> _Assigned task_: Taking the data below line by line, count those that include the word "canvas" and report the number alone.

[Opening Records for this exercise section]

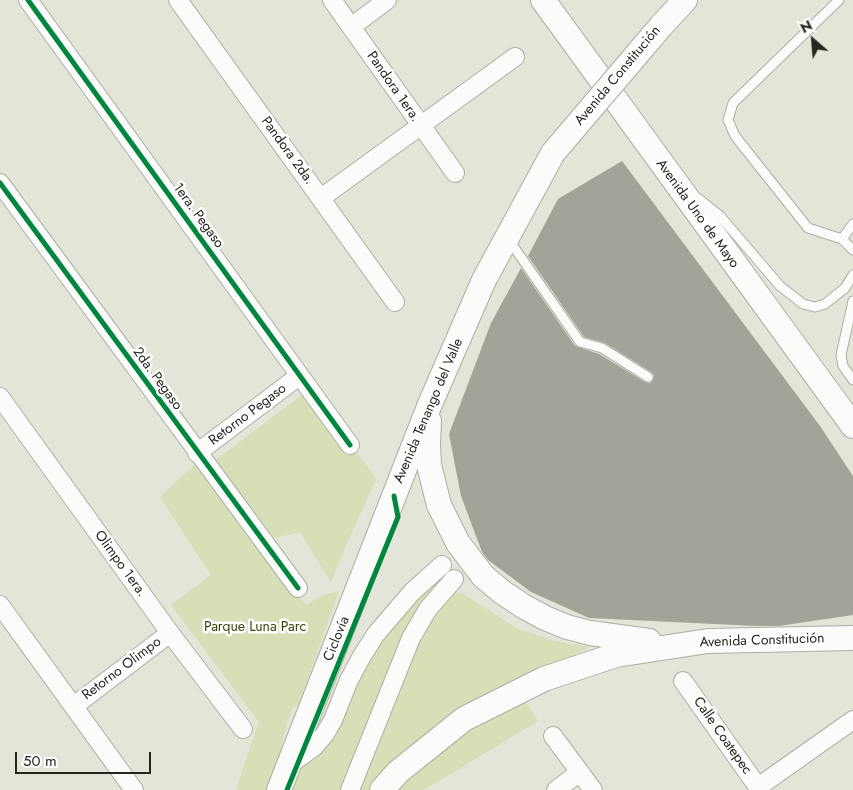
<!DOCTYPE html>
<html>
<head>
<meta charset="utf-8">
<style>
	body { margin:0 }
	#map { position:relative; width:853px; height:790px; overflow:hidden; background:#e2e5d8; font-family:Jost,sans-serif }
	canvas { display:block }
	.north { position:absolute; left:788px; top:15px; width:50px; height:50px; -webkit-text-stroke:4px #fff; paint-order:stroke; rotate:333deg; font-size:14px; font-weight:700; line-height:20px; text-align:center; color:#25271e }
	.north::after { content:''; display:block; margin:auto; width:18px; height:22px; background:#25271e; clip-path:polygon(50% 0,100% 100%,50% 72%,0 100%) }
	.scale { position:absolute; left:15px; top:752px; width:136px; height:22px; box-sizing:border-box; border:2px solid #25271e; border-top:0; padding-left:6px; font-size:15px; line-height:18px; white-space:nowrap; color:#25271e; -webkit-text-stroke:4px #fff; paint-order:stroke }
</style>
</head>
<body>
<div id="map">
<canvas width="853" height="790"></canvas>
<div class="north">N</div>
<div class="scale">50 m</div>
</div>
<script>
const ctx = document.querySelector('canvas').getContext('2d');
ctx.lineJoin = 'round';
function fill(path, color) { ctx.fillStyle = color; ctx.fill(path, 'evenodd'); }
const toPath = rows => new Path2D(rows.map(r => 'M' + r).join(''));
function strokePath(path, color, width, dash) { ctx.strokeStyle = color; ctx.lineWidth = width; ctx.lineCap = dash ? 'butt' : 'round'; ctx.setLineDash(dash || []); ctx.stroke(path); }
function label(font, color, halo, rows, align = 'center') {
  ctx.font = font + ' Jost,sans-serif'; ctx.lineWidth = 5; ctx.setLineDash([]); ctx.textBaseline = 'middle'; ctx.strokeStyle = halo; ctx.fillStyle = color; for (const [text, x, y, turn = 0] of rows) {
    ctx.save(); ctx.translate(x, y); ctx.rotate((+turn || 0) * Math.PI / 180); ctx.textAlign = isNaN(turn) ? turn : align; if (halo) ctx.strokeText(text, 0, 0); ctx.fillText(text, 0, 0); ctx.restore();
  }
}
const green = toPath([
	[311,388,376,479,348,541,331,582,300,532,275,538,213,462],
	[196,463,252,541,306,605,323,595,339,591,299,704,293,708,288,720,283,738,282,770,274,790,236,790,259,722,171,605,211,575,160,497],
	[438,578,442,583,345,790,287,790,294,774,379,638],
	[453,593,462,593,518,629,555,641,589,647,523,682,374,790,356,790,426,623],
	[521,695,538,721,424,790,387,790,400,776]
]);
const building = toPath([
	[622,161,820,426,853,476,853,615,779,626,756,626,589,618,531,592,488,560,482,552,461,496,449,434,491,323,521,268,575,346,599,354,645,382,650,383,653,380,654,375,651,372,605,343,584,337,528,256,558,199]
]);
const lane = toPath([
	[839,0,733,103,728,120,735,136,808,228,842,239,853,250],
	[699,199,720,216,780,286,803,304,815,307,825,304,845,288,853,275],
	[842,239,853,224],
	[509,240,580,342,602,348,648,377],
	[853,301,841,355,843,366,853,380]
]);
const street = toPath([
	[28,0,350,445],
	[178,0,395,302],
	[332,0,455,173],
	[351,27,387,0],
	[0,183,298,588],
	[321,198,515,57],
	[0,397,170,633,243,729],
	[197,453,299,376],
	[0,605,134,790],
	[683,681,760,790],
	[74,706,170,633],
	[553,736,593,790],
	[289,765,314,747,325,734,333,720,349,680,362,656,376,634,412,592,442,565],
	[758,787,853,720],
	[350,790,411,638,428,609,454,579],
	[556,790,580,772]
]);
const secondary = toPath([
	[543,0,853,426],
	[661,26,685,0],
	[429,421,428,445,429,465,439,505,458,543,483,576,502,592,523,606,545,618,567,627,590,633,649,641],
	[279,790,430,404,484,280,553,153],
	[382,790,398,772,464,719,544,679,616,655,708,641,853,638]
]);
const secondaryBridge = toPath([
	[553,153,661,26]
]);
const cycleway = toPath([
	[28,0,350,445],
	[0,183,298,588],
	[287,790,398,517,394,496]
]);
const streetNames = [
	["Avenida Constitución",618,76,-50],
	["Pandora 1era.",393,87,55],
	["Pandora 2da.",287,151,54],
	["Avenida Uno de Mayo",697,214,54],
	["1era. Pegaso",198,216,54],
	["2da. Pegaso",157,379,54],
	["Avenida Tenango del Valle",429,411,-67],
	["Retorno Pegaso",248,415,-37],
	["Olimpo 1era.",120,564,54],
	["Ciclovía",337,639,-68],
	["Avenida Constitución",762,641,-2],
	["Retorno Olimpo",122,669,-37],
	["Calle Coatepec",722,736,55]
];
const parkNames = [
	["Parque Luna Parc",255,628]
];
fill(green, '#d6dfb6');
fill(building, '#a2a49a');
strokePath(lane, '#acafa4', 11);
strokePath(street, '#acafa4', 20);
strokePath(secondary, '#acafa4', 26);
strokePath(lane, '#fbfbf9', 9);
strokePath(street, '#fbfbf9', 18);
strokePath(secondary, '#fbfbf9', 24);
strokePath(secondaryBridge, '#acafa4', 26, []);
strokePath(secondaryBridge, '#fbfbf9', 24);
strokePath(cycleway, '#00873e', 5);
label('14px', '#25271e', '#fff', streetNames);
label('14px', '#39410a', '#fff', parkNames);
</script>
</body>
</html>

[Closing Records for this exercise section]

> _Solution to this task_: 3